AWS and Google Cloud took an unexpected step toward easing one of the most persistent problems in multicloud operations, revealing a joint networking approach that aims to simplify how companies connect workloads across competing platforms.
The announcement, delivered during AWS re:Invent 2025 in Las Vegas, arrives at a time when organizations feel increasing pressure to keep applications stable even as global systems grow more interdependent.
The two providers introduced a framework that lets customers set up private, high-speed links between their environments with far less friction than before. AWS Interconnect Multicloud and Google Cloud’s Cross-Cloud Interconnect form the center of this effort.

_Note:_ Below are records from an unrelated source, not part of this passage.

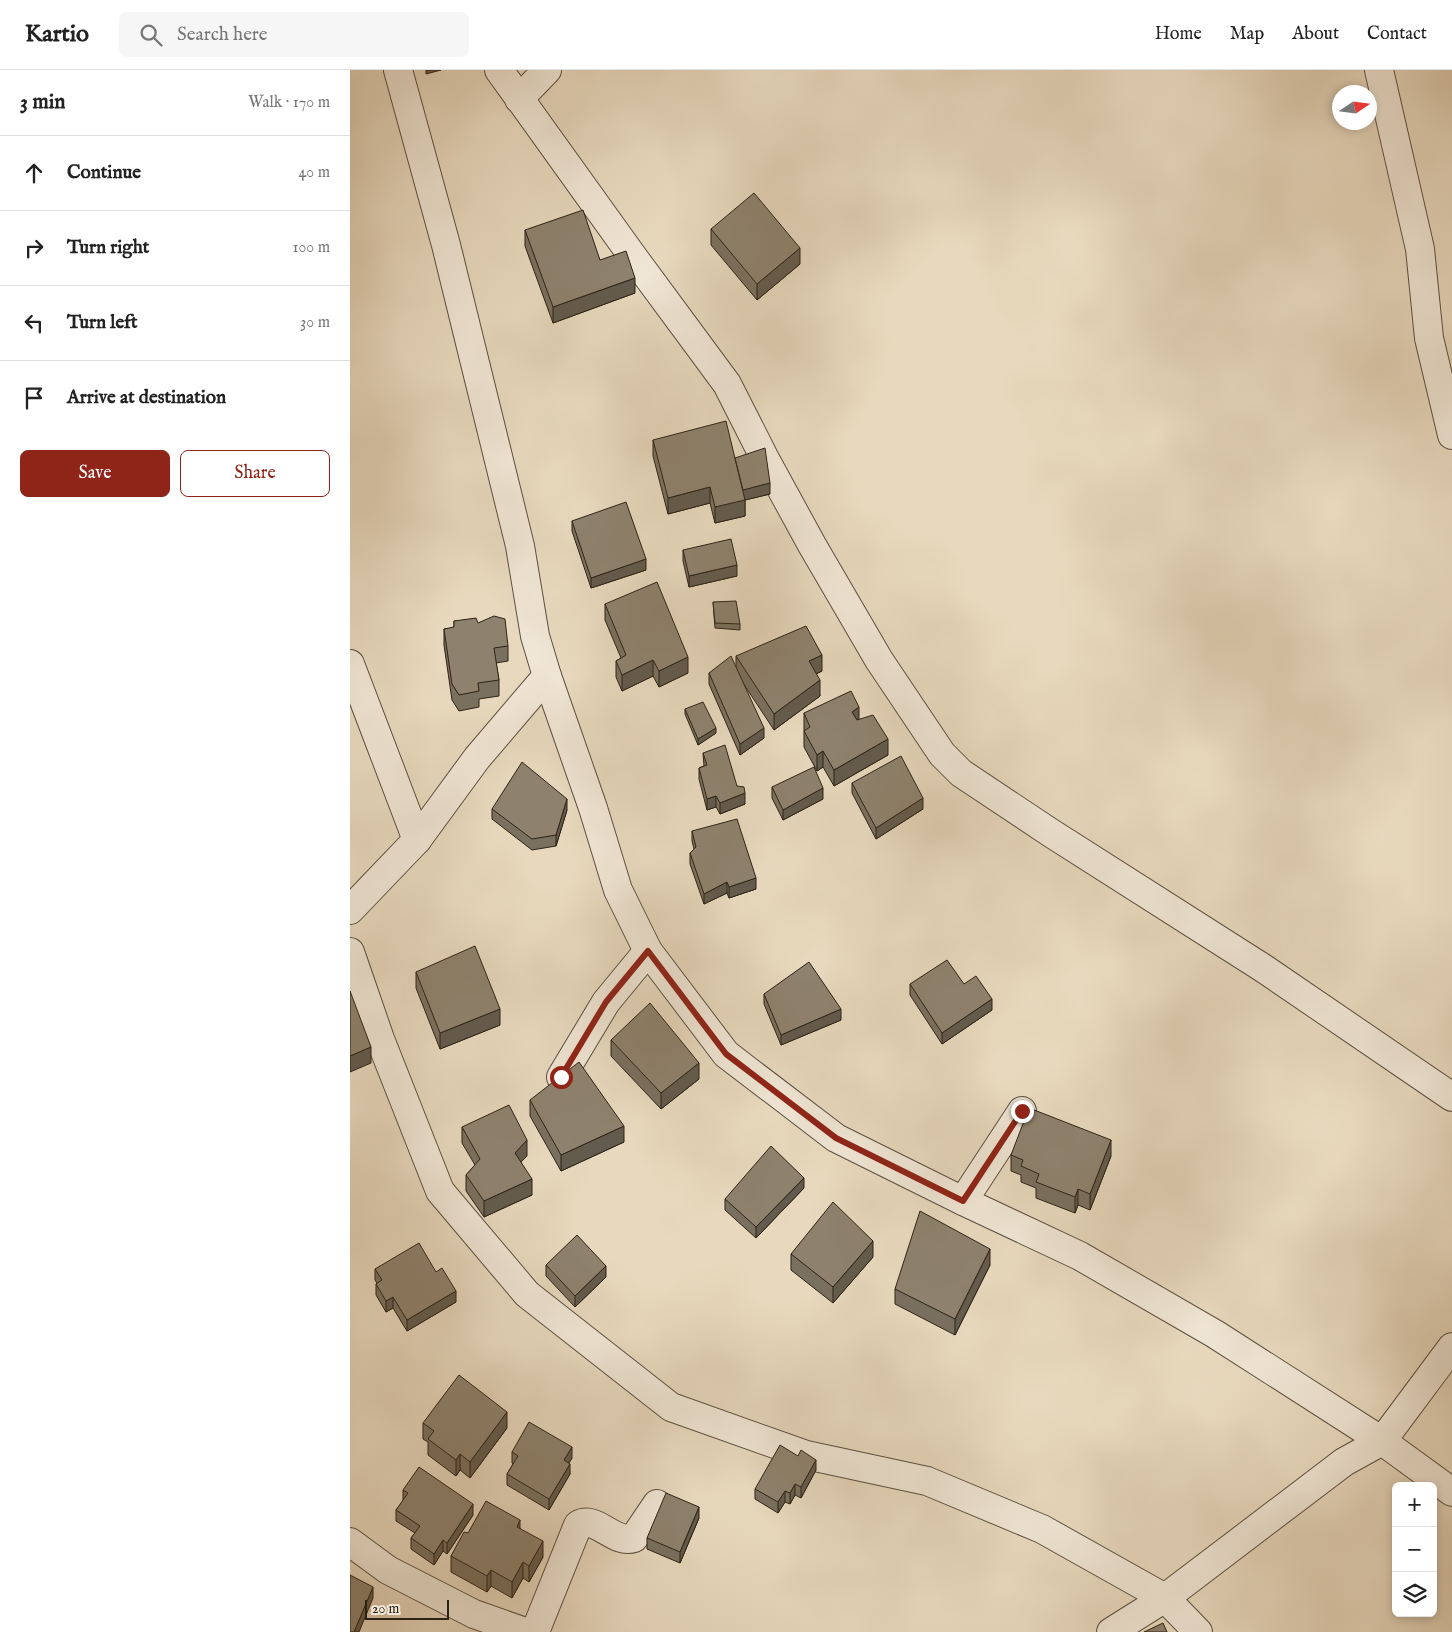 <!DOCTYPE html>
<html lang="en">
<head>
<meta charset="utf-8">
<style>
  :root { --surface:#fff; --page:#f6f6f6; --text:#222; --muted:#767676; --line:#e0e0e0; --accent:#8f2418 }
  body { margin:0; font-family:"IM FELL English",serif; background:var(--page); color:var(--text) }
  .controls { position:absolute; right:15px; bottom:15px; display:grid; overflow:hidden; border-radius:8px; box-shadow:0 2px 8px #0003 }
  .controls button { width:45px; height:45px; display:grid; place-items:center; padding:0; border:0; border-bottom:1px solid var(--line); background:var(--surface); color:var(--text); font:25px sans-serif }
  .compass { position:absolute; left:982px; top:15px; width:45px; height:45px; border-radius:50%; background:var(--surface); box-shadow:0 2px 8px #0003; rotate:77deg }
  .scale { position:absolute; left:15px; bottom:12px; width:84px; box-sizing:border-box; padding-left:5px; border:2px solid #2c2317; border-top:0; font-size:14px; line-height:18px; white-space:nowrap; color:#2c2317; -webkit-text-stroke:4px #f0e6d5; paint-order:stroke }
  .stop { position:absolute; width:15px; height:15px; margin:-11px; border:4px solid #8f2418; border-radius:50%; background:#fff }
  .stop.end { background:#8f2418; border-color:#fff; box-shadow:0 1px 5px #0008 }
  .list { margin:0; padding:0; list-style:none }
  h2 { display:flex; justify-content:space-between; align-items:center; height:65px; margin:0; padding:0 20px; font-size:21px }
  h2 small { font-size:16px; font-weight:400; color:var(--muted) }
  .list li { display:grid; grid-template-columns:32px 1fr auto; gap:15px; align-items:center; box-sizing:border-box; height:75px; padding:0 20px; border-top:1px solid var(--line) }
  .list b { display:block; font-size:19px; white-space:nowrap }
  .list em { font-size:16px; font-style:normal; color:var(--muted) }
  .actions { display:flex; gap:10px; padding:15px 20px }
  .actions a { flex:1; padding:11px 0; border:1px solid var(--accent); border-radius:8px; text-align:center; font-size:18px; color:var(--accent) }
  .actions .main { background:var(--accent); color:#fff }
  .icon { flex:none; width:28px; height:28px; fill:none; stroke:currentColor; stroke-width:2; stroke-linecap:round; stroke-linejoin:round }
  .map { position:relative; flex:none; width:1102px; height:1562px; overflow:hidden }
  header { display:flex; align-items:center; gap:30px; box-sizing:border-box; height:70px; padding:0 25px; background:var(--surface); border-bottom:1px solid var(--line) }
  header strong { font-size:24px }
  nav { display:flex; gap:28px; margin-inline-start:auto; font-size:18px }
  .search { width:350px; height:45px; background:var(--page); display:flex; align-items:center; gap:12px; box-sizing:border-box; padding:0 18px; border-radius:8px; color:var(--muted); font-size:19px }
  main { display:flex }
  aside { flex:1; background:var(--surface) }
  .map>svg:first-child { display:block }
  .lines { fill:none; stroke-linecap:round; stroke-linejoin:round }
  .minor-casing { stroke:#5b5041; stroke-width:30 }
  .minor { stroke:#f0e6d5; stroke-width:28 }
  .wall { fill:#7a705f; stroke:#2c2317 }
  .shaded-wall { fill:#635b4d; stroke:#2c2317 }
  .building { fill:#8e826e; stroke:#2c2317 }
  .route { stroke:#8f2418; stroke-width:6 }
</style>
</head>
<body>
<header>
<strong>Kartio</strong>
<div class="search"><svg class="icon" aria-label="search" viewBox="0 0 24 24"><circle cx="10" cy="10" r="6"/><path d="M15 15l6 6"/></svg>Search here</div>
<nav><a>Home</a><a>Map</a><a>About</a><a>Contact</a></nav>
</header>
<main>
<aside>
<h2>3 min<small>Walk · 170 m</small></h2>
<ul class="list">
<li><svg class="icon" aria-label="ahead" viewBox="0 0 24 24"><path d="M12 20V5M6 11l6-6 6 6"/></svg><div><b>Continue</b></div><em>40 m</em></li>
<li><svg class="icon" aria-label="right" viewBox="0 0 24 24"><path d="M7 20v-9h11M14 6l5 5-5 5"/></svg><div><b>Turn right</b></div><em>100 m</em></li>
<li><svg class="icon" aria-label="left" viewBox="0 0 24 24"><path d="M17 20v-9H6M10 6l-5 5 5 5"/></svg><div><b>Turn left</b></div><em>30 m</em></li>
<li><svg class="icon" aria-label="arrive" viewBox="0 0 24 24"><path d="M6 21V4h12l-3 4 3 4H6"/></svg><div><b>Arrive at destination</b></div></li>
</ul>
<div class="actions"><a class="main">Save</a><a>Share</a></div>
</aside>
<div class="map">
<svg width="1102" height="1562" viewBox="0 0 1102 1562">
  <rect width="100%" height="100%" fill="#e8d9be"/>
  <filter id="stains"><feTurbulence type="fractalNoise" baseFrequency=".004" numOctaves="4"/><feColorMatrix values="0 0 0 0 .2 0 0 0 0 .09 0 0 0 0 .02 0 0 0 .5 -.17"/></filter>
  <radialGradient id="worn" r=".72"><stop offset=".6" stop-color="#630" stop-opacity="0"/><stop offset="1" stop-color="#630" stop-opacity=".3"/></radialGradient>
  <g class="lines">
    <defs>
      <g id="minor">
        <polyline points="149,0 281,184 377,314 415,389 462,475 529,590 592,684 611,703 701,763 913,898 1102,1027"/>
        <polyline points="1029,0 1070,179 1079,268 1102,365"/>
        <polyline points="169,29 197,0"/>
        <polyline points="0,594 67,770"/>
        <polyline points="197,606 243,738 268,820 298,881 376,984 486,1068 613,1131 730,1186 865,1264 1032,1371 1102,1422"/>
        <polyline points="0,840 67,770 127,688 197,606 185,566 170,476 96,175 48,0"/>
        <polyline points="0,882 30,969 90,1121 177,1224 321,1337 456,1385 577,1411 692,1459 815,1528 848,1562"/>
        <polyline points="211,1007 256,932 298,881"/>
        <polyline points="613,1131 672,1041"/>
        <polyline points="0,1472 38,1500 124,1544 175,1562"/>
        <path d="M185 1562 228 1455C246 1444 264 1475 284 1468L307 1434"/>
        <polyline points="761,1562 815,1528 994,1392 1032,1371 1102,1277"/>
      </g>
    </defs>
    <!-- minor casing -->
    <use href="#minor" class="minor-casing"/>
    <!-- minor -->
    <use href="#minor" class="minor"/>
  </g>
  <!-- wall -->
  <g class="wall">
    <polygon points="361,159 450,194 407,230 361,175"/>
    <polygon points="175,160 250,190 285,223 203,253 175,176"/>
    <polygon points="303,370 385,388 420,424 395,430 395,446 365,453 360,433 318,444 303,386"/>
    <polygon points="222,451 296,500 241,518 222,461"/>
    <polygon points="333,480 387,506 339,517 333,491"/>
    <polygon points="363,532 390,554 390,560 365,558"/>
    <polygon points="255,534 338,603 309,617 303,606 272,621 266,607 266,591 271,588 255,550"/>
    <polygon points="104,551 128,553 158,576 158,591 146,593 149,610 149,626 129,629 129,637 109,641 102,630 94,575 94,559 104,558"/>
    <polygon points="386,586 472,601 466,604 470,626 424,660 393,613 414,668 390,685 359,614 359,603 386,598"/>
    <polygon points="335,639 366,663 348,675 335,644"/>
    <polygon points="454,643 509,650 538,685 484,716 473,697 467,701 454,677"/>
    <polygon points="353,683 387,716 395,734 370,744 366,737 357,740 349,709 349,698 354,696"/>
    <polygon points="502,713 573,739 526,769 502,723"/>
    <polygon points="422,717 473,729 433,750 422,728"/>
    <polygon points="142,739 217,740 206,776 182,780 142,749"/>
    <polygon points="342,761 406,819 379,828 377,823 354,834 340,794 340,783 344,779 342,771"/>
    <polygon points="66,902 150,955 90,979 66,918"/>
    <polygon points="560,914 614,914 642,940 592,974 560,925"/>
    <polygon points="414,924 491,950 431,975 414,934"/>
    <polygon points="261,970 349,1009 311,1039 261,986"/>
    <polygon points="180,1030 274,1072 211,1101 180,1046"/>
    <polygon points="112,1057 177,1086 171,1092 182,1125 134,1147 116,1121 116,1105 125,1095 112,1073"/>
    <polygon points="661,1085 761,1086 740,1140 728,1135 725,1143 686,1128 686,1118 671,1112 671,1105 661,1101"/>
    <polygon points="454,1118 406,1168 375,1140 375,1129"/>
    <polygon points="441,1184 523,1187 483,1233 441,1200"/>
    <polygon points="196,1195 256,1207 225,1237 196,1206"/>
    <polygon points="640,1195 605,1265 545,1234 545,1219"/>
    <polygon points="25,1199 86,1202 106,1232 57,1261 43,1238 36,1242 26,1225 26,1214 27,1213 25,1210"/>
    <polygon points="73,1353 157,1358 120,1408 110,1400 106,1406 78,1385 78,1372 73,1369"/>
    <polygon points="162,1382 222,1388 219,1393 220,1404 199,1440 157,1415 157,1404 163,1394 162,1393"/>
    <polygon points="466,1400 451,1428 445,1425 440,1434 435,1432 428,1443 405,1429 405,1419"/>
    <polygon points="53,1420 123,1445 97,1484 93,1481 84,1495 61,1479 61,1468 65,1463 46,1451 46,1440 53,1431"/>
    <polygon points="349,1448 330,1493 297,1479 297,1468"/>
    <polygon points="170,1458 193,1487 179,1512 173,1508 162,1528 141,1516 137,1522 101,1502 101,1486 118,1463"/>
  </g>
  <!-- shaded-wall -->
  <g class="shaded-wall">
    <polygon points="76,0 91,0 76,4"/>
    <polygon points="450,178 450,194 407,230 407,214"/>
    <polygon points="285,208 285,223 203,253 203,237"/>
    <polygon points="420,413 420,424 395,430 395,446 365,453 365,437 391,420"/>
    <polygon points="360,417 360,433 318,444 318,428"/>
    <polygon points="296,489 296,500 241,518 241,508"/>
    <polygon points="387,495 387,506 339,517 339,506"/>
    <polygon points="472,585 472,601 459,607 459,591"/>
    <polygon points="338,587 338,603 309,617 309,601"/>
    <polygon points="303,590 303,606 272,621 272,605"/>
    <polygon points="470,610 470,626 424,660 424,644"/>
    <polygon points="509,637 509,653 502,642"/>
    <polygon points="366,658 366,663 348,675 348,669"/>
    <polygon points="414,658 414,668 390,685 390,674"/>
    <polygon points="538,669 538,685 484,716 484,700"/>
    <polygon points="473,681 473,697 467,701 467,685"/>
    <polygon points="473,718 473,729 433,750 433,740"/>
    <polygon points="395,723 395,734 370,744 370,733"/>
    <polygon points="366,726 366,737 357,740 357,729"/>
    <polygon points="573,728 573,739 526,769 526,758"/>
    <polygon points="217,729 217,740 206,776 206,765"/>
    <polygon points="406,808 406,819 379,828 379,817"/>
    <polygon points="377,812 377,823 354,834 354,824"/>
    <polygon points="642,929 642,940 592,974 592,963"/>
    <polygon points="150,939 150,955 90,979 90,963"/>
    <polygon points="491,939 491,950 431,975 431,965"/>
    <polygon points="21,977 21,993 0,1002 0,986"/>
    <polygon points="349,993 349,1009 311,1039 311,1023"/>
    <polygon points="274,1056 274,1072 211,1101 211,1085"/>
    <polygon points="177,1070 177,1086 165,1098 165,1083"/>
    <polygon points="761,1070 761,1086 740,1140 740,1124"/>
    <polygon points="454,1108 454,1118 406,1168 406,1157"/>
    <polygon points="182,1109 182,1125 134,1147 134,1131"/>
    <polygon points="728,1119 728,1135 725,1143 725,1127"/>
    <polygon points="523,1171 523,1187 483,1233 483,1217"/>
    <polygon points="640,1179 640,1195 605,1265 605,1249"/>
    <polygon points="256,1196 256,1207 225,1237 225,1226"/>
    <polygon points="106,1221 106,1232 57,1261 57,1250"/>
    <polygon points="43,1227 43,1238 36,1242 36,1231"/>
    <polygon points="157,1342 157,1358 120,1408 120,1392"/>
    <polygon points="222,1377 222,1388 214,1401 214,1390"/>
    <polygon points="110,1384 110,1400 106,1406 106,1390"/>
    <polygon points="466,1390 466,1400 451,1428 451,1417"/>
    <polygon points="220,1394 220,1404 199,1440 199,1429"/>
    <polygon points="445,1414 445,1425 440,1434 440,1423"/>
    <polygon points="435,1421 435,1432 428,1443 428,1432"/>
    <polygon points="123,1434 123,1445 97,1484 97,1473"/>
    <polygon points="349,1437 349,1448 330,1493 330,1482"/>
    <polygon points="170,1450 170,1466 167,1457"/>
    <polygon points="93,1470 93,1481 84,1495 84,1484"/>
    <polygon points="193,1471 193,1487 179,1512 179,1496"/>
    <polygon points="173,1492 173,1508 162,1528 162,1512"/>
    <polygon points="141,1500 141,1516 137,1522 137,1506"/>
    <polygon points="23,1517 23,1528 9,1562 4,1562"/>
  </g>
  <!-- building -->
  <g class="building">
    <polygon points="404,123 450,178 407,214 361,159"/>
    <polygon points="233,140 250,190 276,181 285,208 203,237 175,160"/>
    <polygon points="376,351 395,430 365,437 360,417 318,428 303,370"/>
    <polygon points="415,378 420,413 393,420 385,388"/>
    <polygon points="276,432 296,489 241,508 222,451"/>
    <polygon points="381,469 387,495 339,506 333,480"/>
    <polygon points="307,512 338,587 309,601 303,590 272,605 266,591 276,585 255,534"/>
    <polygon points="386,531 390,554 365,553 363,532"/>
    <polygon points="144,546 155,549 158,576 144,578 149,610 128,613 129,621 109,625 102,614 94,559 104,557 104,551 126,548 128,553"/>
    <polygon points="456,556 472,585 459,591 470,610 424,644 386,586"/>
    <polygon points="381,586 414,658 390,674 359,603"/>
    <polygon points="501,621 509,637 502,642 507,650 523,645 538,669 484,700 473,681 467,685 454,661 460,657 454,643"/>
    <polygon points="353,632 366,658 348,669 335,639"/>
    <polygon points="375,675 387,716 394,717 395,723 370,733 366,726 357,729 349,698 357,695 353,683"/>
    <polygon points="551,686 573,728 526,758 502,713"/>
    <polygon points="172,692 217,729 206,765 182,769 142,739"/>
    <polygon points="464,697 473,718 433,740 422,717"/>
    <polygon points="387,749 406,808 379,817 377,812 354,824 340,783 346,777 342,761"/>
    <polygon points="125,876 150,939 90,963 66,902"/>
    <polygon points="597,890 614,914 626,906 642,929 592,963 560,914"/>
    <polygon points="459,892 491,939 431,965 414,924"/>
    <polygon points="0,921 21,977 0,986"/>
    <polygon points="300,933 349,993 311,1023 261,970"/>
    <polygon points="229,992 274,1056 211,1085 180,1030"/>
    <polygon points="159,1035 177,1070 165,1083 182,1109 134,1131 116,1105 130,1089 112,1057"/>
    <polygon points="679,1038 761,1070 740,1124 728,1119 725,1127 686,1112 689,1104 671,1096 673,1090 661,1085"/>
    <polygon points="421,1076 454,1108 406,1157 375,1129"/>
    <polygon points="483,1132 523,1171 483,1217 441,1184"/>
    <polygon points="570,1141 640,1179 605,1249 545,1219"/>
    <polygon points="227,1165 256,1196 225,1226 196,1195"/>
    <polygon points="69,1173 86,1202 92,1198 106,1221 57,1250 43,1227 36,1231 26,1214 32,1210 25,1199"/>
    <polygon points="109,1305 157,1342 120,1392 110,1384 106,1390 78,1369 84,1361 73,1353"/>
    <polygon points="179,1352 222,1377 214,1390 220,1394 199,1429 157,1404 168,1386 162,1382"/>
    <polygon points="430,1375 448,1386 451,1380 466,1390 451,1417 445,1414 440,1423 435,1421 428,1432 405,1419"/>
    <polygon points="69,1397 123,1434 97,1473 93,1470 84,1484 61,1468 70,1456 46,1440 58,1423 53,1420"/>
    <polygon points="316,1423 349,1437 330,1482 297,1468"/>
    <polygon points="136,1431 170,1450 167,1457 193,1471 179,1496 173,1492 162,1512 141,1500 137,1506 101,1486 114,1462 118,1463"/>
    <polygon points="0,1505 23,1517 4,1562 0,1562"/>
    <polygon points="813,1553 817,1562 794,1562"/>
  </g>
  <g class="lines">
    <!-- route -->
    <polyline class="route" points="211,1007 256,932 298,881 376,984 486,1068 613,1131 672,1041"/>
  </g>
  <rect width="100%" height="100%" filter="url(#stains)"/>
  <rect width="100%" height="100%" fill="url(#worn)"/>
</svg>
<div class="controls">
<button>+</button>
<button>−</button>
<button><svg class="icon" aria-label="layers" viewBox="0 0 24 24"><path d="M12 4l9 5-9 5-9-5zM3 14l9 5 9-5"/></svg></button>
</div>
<svg class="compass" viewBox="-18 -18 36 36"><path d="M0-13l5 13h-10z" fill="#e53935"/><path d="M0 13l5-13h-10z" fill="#767676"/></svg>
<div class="scale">20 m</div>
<div class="stop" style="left:211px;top:1007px"></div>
<div class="stop end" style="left:672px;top:1041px"></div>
</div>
</main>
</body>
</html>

Engineers involved in the project said the goal is to replace long configuration cycles with a process that can begin within minutes. To encourage broader adoption, AWS also published an open API package on GitHub, and several analysts expect Azure to join the ecosystem next year.
For years, enterprises have struggled to balance the benefits of spreading workloads across multiple clouds with the technical overhead that typically follows. Many teams built their own private networks, while others depended on public connections that often behaved inconsistently. Because of those limitations, architects spent as much time managing routes and gateways as they did building applications. The new approach gives them a fully managed path that avoids extra hardware and reduces the number of moving pieces involved in day-to-day operations.
The timing of the move coincided with a series of updates to Amazon Connect, which now focuses more heavily on agentic AI and real-time decision support. The platform adds deeper visibility into how its models reach conclusions, a feature that has become increasingly important for sectors that face strict compliance requirements. These additions reflect a broader shift toward AI-driven services that need consistent, low-latency connectivity across regions.
As interest in AI continues to rise, so does demand for predictable multicloud networking. This helps explain why the joint effort has drawn widespread attention. Companies appear less interested in isolated cloud strategies and more focused on reliable pathways that keep applications connected regardless of where they run.